Wednesday, January 7, 2015

George's New Piano

A music story, apropos of yesterday's posting:

In my early 20's, I used to sit in in a black bar in Jamaica Queens, down near the airport, called the Skylark Lounge. I had made an effort to meet and play with as many of the musicians who'd played with saxophonist Rahsaan Roland Kirk as I could, and his drummer, Walter "Baby Sweets" Perkins, worked here, and sometimes his pianist, Rahn Burton, too. It was a hard-swinging, high-spirited roadhouse (with good soul food, to boot!), but the downside was the awful electric piano. An off-brand model at least 20 years old with cigar burns on several of its cheap plastic keys, it sounded like a children's toy, and frustrated house pianist George Grannum's best efforts.

One day, I stopped by and found George setting up a new instrument, a state-of-the-art synthesizer. Capable of simulating string sections and wind chimes, it had obviously cost him an arm and a leg. It was entirely too fancy for the task of jazzy/bluesy piano playing in a gin mill, and, sure enough, right in the middle of "Embraceable You", George hit a wrong button and the room was filled with a cacophony of space laser sound effects. No one found it amusing. It was a disaster.

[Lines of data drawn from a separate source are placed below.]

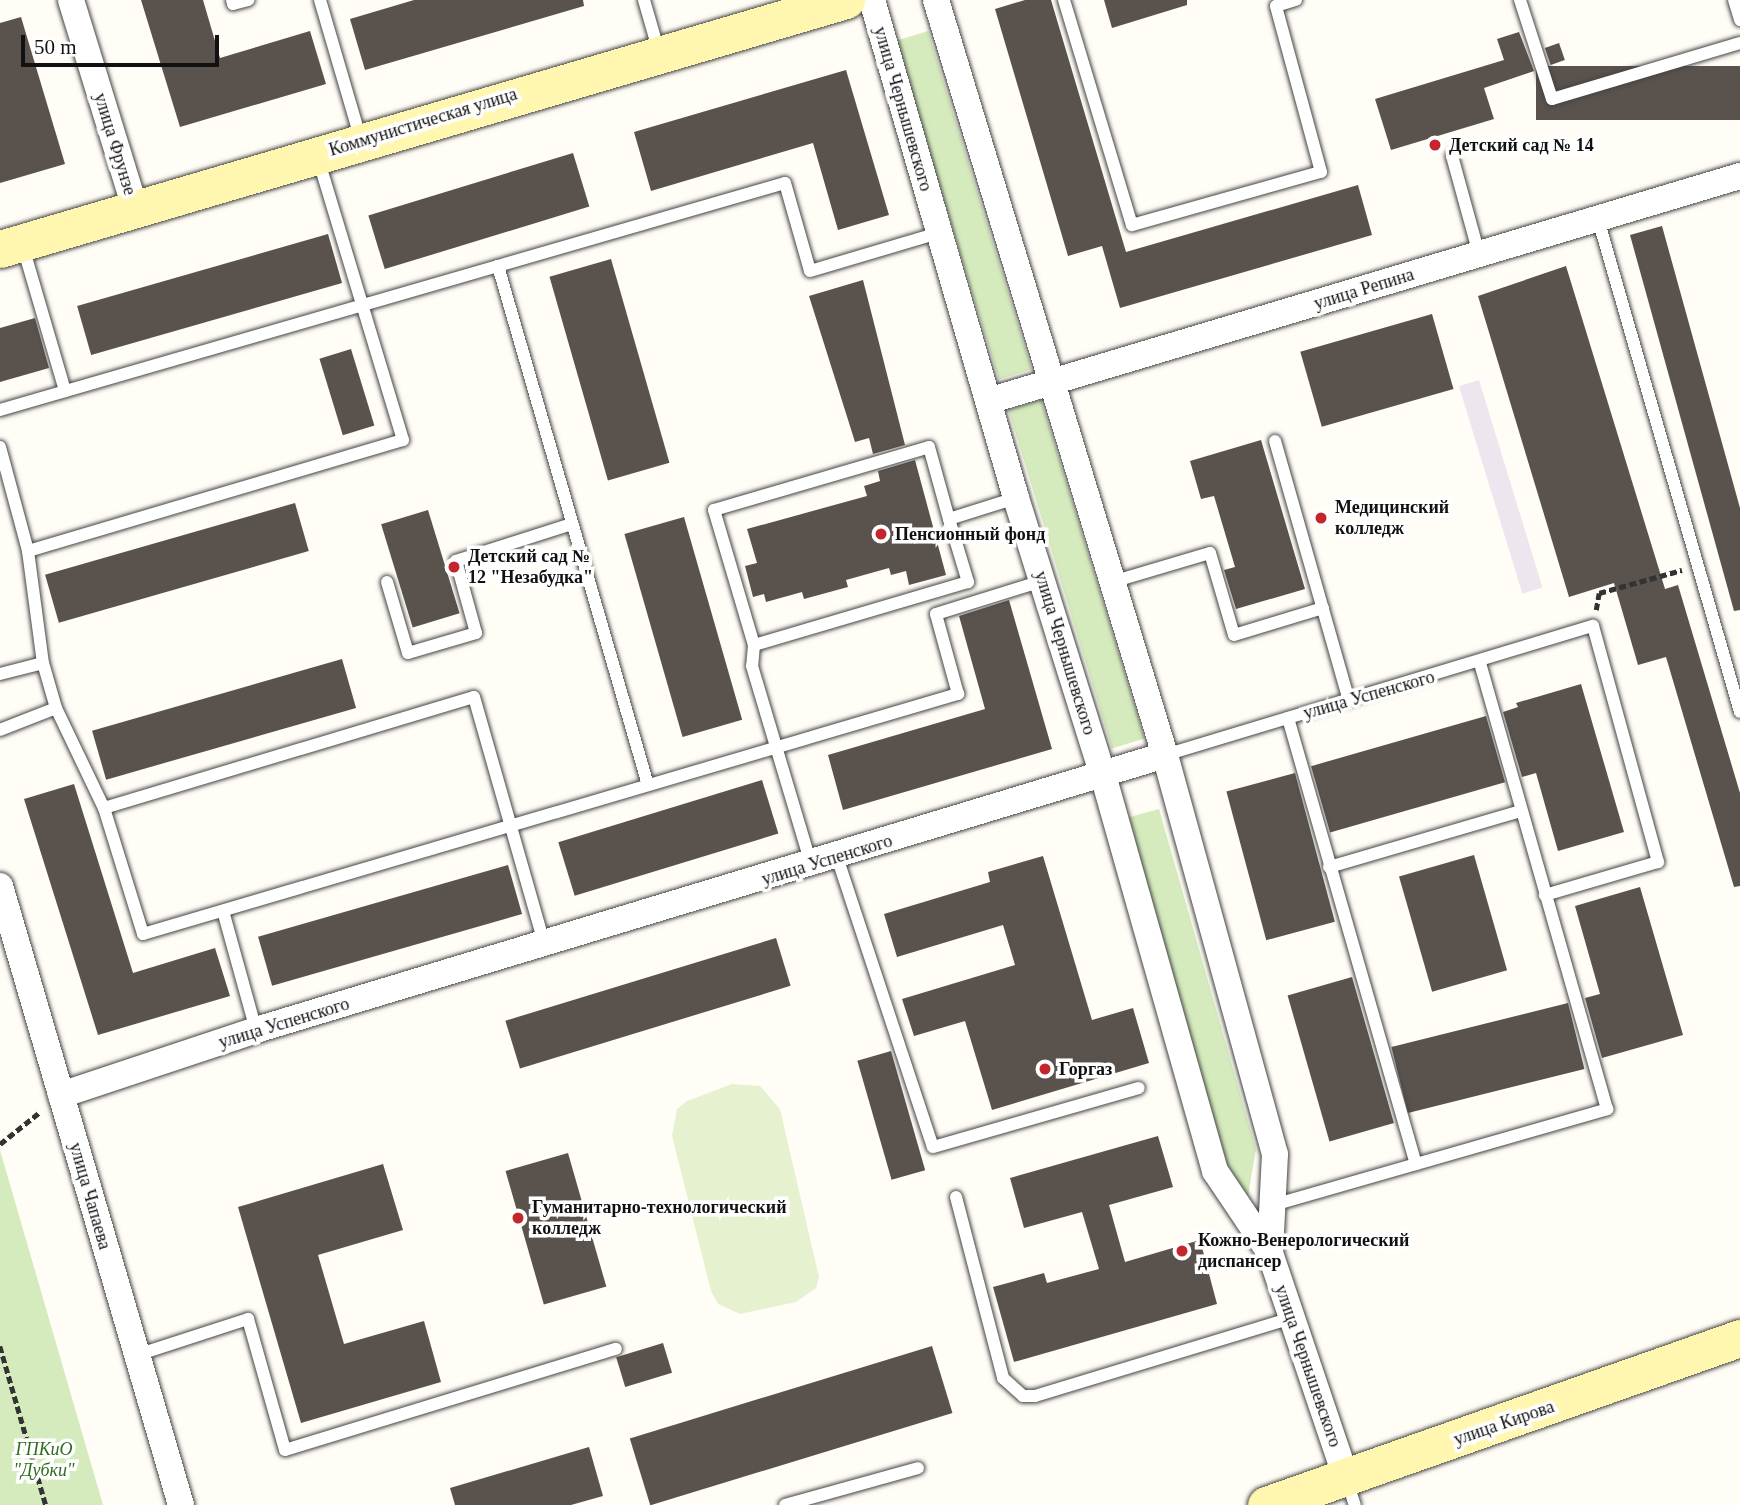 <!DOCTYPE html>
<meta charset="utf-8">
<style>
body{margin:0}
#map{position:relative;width:1740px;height:1505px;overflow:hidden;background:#fffdf5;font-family:Georgia,serif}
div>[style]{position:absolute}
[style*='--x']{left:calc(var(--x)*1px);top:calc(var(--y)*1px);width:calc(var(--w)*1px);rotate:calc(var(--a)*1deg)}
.industrial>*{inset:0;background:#eee6ef;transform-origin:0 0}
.green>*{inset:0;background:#d5ebbd;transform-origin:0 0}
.pitch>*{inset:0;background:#e6f2cf}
.building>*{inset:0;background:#5a524d;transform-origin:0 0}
.path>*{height:4.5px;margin-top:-2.25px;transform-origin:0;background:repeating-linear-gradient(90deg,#333 0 7px,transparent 0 10.5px)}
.roads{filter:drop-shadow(0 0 2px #444) drop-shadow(0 0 2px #444)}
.service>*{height:12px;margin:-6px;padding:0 6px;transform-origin:6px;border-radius:6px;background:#fff}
.minor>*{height:26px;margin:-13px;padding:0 13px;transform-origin:13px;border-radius:13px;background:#fff}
.secondary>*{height:37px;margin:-18.5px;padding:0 18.5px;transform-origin:18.5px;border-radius:18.5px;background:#fff6b0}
.dots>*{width:19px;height:19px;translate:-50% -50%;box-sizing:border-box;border:4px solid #fff;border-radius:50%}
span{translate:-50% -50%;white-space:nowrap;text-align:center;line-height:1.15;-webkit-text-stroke:7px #fff;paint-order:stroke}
.street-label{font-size:18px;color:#111}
.poi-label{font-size:18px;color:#111;font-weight:700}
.left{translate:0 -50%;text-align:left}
.park-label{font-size:18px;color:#2f6b1f;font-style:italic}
.scale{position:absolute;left:21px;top:35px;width:198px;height:32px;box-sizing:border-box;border:4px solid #111;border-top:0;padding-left:9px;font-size:21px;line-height:24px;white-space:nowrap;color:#111;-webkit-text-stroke:5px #fff;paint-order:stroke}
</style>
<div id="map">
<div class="industrial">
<i style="left:1479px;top:380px;width:217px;height:21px;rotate:73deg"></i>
</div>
<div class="green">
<i style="left:928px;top:31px;width:354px;height:34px;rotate:73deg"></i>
<i style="left:1041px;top:400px;width:354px;height:34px;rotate:73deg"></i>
<i style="clip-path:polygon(1159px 809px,1256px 1149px,1248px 1196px,1223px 1158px,1126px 818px)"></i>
<i style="clip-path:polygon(0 1150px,103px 1505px,0 1505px)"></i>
</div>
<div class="pitch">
<i style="clip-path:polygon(732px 1084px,760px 1086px,780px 1109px,819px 1277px,816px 1288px,796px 1302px,740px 1314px,718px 1304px,711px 1291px,672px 1136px,677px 1109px,687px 1101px)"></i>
</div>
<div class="building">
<i style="clip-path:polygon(141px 0,203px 0,220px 58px,310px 31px,326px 84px,180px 127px)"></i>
<i style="clip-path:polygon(414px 0,583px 0,584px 6px,365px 70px,350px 19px)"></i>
<i style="clip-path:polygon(1025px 0,1051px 0,1126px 252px,1358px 185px,1372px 235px,1120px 308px,1102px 246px,1068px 256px,995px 9px)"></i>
<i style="clip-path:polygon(1104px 0,1187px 0,1187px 5px,1112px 28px)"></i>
<i style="clip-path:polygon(21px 17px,65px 164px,0 183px,0 23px)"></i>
<i style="clip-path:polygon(1519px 32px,1534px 71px,1484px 88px,1494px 119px,1391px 150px,1375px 99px,1504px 60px,1497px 39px)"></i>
<i style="left:1559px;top:43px;width:18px;height:15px;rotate:71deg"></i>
<i style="left:1740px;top:66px;width:54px;height:204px;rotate:90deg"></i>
<i style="clip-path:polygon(846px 70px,889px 215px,838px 230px,813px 143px,651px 191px,634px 132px)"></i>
<i style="left:573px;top:153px;width:56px;height:214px;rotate:73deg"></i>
<i style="clip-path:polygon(1662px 226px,1740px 508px,1740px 610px,1734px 611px,1630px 235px)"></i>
<i style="left:328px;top:234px;width:51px;height:261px;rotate:74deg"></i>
<i style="left:611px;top:259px;width:212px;height:64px;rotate:74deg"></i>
<i style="clip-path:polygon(1566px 266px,1665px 589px,1678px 585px,1740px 793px,1740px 886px,1734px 887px,1666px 657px,1638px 665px,1614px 583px,1569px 597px,1478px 296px)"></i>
<i style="clip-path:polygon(863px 280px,905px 445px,873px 454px,869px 438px,855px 442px,809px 296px)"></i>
<i style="left:1432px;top:314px;width:78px;height:137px;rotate:74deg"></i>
<i style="clip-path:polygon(35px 318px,49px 368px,0 382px,0 328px)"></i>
<i style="left:351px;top:349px;width:80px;height:33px;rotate:73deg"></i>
<i style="clip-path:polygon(1261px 440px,1305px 589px,1236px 609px,1224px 570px,1235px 567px,1214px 496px,1201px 499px,1190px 461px)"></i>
<i style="clip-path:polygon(915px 460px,946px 575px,909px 585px,906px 571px,891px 575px,889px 568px,846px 580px,848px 587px,804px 599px,802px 592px,766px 602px,764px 594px,753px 597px,745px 566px,757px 563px,747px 529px,867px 496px,864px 486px,880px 481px,878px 471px)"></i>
<i style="left:295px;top:503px;width:50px;height:260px;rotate:74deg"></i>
<i style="left:428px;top:510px;width:108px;height:49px;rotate:73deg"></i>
<i style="left:684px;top:517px;width:211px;height:62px;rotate:74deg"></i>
<i style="clip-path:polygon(1009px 600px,1052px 749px,843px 810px,828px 755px,985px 709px,959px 616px)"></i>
<i style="left:342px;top:659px;width:51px;height:260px;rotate:74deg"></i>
<i style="clip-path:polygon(1581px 684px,1624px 832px,1558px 851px,1536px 773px,1522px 777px,1503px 712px,1518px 707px,1516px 703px)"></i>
<i style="left:1486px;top:716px;width:69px;height:182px;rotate:74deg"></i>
<i style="left:1295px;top:773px;width:154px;height:71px;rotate:75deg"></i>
<i style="left:762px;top:780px;width:56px;height:213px;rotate:73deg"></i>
<i style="clip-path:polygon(74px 784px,133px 973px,215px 948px,230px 996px,98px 1035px,24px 799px)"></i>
<i style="left:1474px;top:855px;width:120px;height:78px;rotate:74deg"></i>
<i style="clip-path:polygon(1043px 856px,1092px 1020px,1133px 1008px,1149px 1063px,992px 1110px,965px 1021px,914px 1036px,902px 999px,1015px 965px,1003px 925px,897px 957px,884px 914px,990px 882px,988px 872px)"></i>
<i style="left:508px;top:865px;width:51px;height:260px;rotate:74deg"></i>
<i style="clip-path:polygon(1640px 887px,1683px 1035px,1602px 1058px,1585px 998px,1600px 994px,1575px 906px)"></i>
<i style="left:776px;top:938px;width:50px;height:283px;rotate:73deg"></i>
<i style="left:1352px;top:977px;width:152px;height:67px;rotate:74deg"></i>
<i style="left:1568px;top:1003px;width:68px;height:182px;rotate:76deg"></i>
<i style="left:891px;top:1051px;width:124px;height:35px;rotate:74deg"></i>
<i style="clip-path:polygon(1158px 1136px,1173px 1187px,1109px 1205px,1125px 1262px,1200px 1240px,1217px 1304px,1014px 1362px,993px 1287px,1044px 1273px,1047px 1283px,1099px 1269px,1082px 1212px,1024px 1228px,1010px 1178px)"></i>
<i style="left:568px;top:1153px;width:139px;height:65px;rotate:74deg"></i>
<i style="clip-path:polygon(383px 1164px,403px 1230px,318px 1255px,344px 1344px,424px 1321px,441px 1382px,301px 1423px,238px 1207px)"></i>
<i style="left:663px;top:1343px;width:31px;height:49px;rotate:73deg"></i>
<i style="left:932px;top:1346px;width:70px;height:316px;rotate:73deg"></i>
<i style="clip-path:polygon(589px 1447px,603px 1496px,571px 1505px,455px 1505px,450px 1488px)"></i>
</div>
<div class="path">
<i style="--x:1596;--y:610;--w:17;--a:-80"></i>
<i style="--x:1599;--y:593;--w:86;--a:-15.5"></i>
<i style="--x:0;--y:1144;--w:51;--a:-38.7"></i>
<i style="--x:0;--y:1346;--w:166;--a:73.9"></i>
</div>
<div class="roads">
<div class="service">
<i style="--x:232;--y:0;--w:4;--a:76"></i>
<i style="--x:233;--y:4;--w:16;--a:-15"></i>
<i style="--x:320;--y:0;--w:146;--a:73.7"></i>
<i style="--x:644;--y:0;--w:54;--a:73.9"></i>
<i style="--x:1064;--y:0;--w:235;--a:73.2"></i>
<i style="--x:1132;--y:225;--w:196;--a:-15.7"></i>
<i style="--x:1321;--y:172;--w:172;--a:-105.2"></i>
<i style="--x:1276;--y:6;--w:21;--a:-17"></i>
<i style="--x:1520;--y:0;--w:104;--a:72.1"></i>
<i style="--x:1552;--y:99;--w:196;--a:-16.6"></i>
<i style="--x:1734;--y:0;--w:21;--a:73"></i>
<i style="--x:1452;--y:156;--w:102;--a:74.6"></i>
<i style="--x:1598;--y:219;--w:513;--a:73.93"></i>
<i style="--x:23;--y:247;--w:150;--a:73.7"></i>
<i style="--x:498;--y:266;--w:540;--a:73.88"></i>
<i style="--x:0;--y:410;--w:817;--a:-16.13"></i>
<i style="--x:785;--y:183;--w:91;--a:74.1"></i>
<i style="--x:810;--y:271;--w:134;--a:-16.5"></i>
<i style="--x:1275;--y:441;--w:270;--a:74.1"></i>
<i style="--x:0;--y:447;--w:108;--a:74.9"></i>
<i style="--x:28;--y:551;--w:113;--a:82.4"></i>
<i style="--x:43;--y:663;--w:47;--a:73.9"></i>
<i style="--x:56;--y:708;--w:111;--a:64.4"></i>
<i style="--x:104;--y:808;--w:132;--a:72.8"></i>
<i style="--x:143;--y:934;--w:850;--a:-16.41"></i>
<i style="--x:958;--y:694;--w:83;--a:-105.4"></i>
<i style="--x:936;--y:614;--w:111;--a:-17.3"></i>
<i style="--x:949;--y:519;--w:66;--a:73.2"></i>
<i style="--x:968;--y:582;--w:223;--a:163.6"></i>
<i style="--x:754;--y:645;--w:141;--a:-106.5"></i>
<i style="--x:714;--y:510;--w:224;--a:-16.3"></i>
<i style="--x:929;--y:447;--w:75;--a:74.5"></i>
<i style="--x:949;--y:519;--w:70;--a:-17.4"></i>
<i style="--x:28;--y:551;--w:391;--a:-16.5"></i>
<i style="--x:403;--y:440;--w:294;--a:-106.8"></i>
<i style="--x:387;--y:582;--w:74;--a:73.5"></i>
<i style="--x:408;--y:653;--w:71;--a:-16.4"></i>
<i style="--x:476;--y:633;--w:75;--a:-105.5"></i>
<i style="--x:456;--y:561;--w:122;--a:-17.7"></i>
<i style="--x:1112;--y:582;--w:102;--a:-16.5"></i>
<i style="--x:1210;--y:553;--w:85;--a:73.7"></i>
<i style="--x:1234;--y:635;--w:93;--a:-16.9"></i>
<i style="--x:754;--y:645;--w:21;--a:95"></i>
<i style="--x:752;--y:666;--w:207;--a:73.4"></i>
<i style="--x:0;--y:674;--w:44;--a:-14.3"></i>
<i style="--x:1288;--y:718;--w:464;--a:74"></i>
<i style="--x:0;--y:730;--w:60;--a:-21.4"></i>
<i style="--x:1165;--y:755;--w:447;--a:-16.8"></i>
<i style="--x:1593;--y:626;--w:245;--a:74.6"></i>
<i style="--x:1658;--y:862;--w:118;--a:163.7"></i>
<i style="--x:104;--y:808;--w:386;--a:-16.7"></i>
<i style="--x:474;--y:697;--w:259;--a:74.1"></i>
<i style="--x:837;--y:857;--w:305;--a:71.7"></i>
<i style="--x:933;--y:1147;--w:214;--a:-16"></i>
<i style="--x:1329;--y:867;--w:200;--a:-16.3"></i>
<i style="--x:223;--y:911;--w:123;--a:74.5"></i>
<i style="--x:956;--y:1197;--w:187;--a:75.4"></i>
<i style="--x:1003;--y:1378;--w:27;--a:42"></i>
<i style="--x:1023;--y:1396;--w:12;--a:0"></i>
<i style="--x:1035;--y:1396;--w:269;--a:-16.9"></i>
<i style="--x:1273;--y:1205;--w:348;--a:-16"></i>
<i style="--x:1607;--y:1109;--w:464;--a:-105.9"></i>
<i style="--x:137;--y:1355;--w:117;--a:-18"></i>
<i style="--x:248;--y:1319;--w:136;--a:74.2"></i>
<i style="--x:285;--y:1450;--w:346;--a:-17"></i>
<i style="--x:1346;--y:1478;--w:28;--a:72"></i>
<i style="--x:785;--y:1505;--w:138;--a:-15.5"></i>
</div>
<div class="minor">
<i style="--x:71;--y:0;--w:218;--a:72.9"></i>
<i style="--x:872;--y:0;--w:518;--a:73.87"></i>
<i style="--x:1016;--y:498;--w:290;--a:72.6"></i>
<i style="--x:1103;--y:775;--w:412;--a:74.2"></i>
<i style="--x:1215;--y:1171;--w:99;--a:56.1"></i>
<i style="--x:1270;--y:1253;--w:237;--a:71.3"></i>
<i style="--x:936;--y:0;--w:789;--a:73.13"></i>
<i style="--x:1165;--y:755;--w:414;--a:74.6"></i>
<i style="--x:1275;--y:1154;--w:99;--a:92.9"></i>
<i style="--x:988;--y:401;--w:785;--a:-16.66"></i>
<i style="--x:0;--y:886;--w:645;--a:73.7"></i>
<i style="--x:61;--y:1095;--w:206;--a:-18.4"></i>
<i style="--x:256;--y:1030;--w:950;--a:-16.83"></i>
</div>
<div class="secondary">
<i style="--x:0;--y:249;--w:882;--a:-16.4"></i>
<i style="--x:1266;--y:1505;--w:503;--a:-19.41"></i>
</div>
</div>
<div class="dots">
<i style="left:1435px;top:145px;background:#c4262e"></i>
<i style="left:1321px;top:518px;background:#c4262e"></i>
<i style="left:881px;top:534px;background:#c4262e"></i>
<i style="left:454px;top:567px;background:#c4262e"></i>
<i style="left:1045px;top:1069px;background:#c4262e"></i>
<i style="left:518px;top:1218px;background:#c4262e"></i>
<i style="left:1182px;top:1251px;background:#c4262e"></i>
</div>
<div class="street-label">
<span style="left:903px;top:109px;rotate:74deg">улица Чернышевского</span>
<span style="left:423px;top:122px;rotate:-17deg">Коммунистическая улица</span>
<span style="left:115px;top:144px;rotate:73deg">улица Фрунзе</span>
<span style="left:1364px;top:289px;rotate:-17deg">улица Репина</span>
<span style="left:1065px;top:653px;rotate:73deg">улица Чернышевского</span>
<span style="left:1369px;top:695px;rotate:-16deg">улица Успенского</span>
<span style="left:827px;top:860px;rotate:-17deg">улица Успенского</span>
<span style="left:284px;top:1023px;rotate:-17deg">улица Успенского</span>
<span style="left:90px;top:1196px;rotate:74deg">улица Чапаева</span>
<span style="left:1308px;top:1366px;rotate:71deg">улица Чернышевского</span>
<span style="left:1504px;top:1423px;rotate:-19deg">улица Кирова</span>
</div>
<div class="poi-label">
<span class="left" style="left:1449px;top:145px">Детский сад № 14</span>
<span class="left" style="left:1335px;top:518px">Медицинский<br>колледж</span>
<span class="left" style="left:895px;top:534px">Пенсионный фонд</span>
<span class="left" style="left:468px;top:567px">Детский сад №<br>12 "Незабудка"</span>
<span class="left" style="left:1059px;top:1069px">Горгаз</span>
<span class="left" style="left:532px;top:1218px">Гуманитарно-технологический<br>колледж</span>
<span class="left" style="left:1198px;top:1251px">Кожно-Венерологический<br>диспансер</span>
</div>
<div class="park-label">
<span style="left:44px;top:1460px">ГПКиО<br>"Дубки"</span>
</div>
<div class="scale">50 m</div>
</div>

Soon afterward, I left town to play a tour, so it was a few months before I returned to the Skylark. Walking in the door, I was stunned by what I heard. George had apparently tamed his high-tech beast, and was happily playing away, having found a way to make it sound exactly like his old piano.

When the band took a break, I shook George's hand, and congratulated him for mastering his sophisticated new instrument. Yeah, he replied, weightily, it'd taken a whole lot of work, but he'd finally gotten it to sound just the way he wanted it.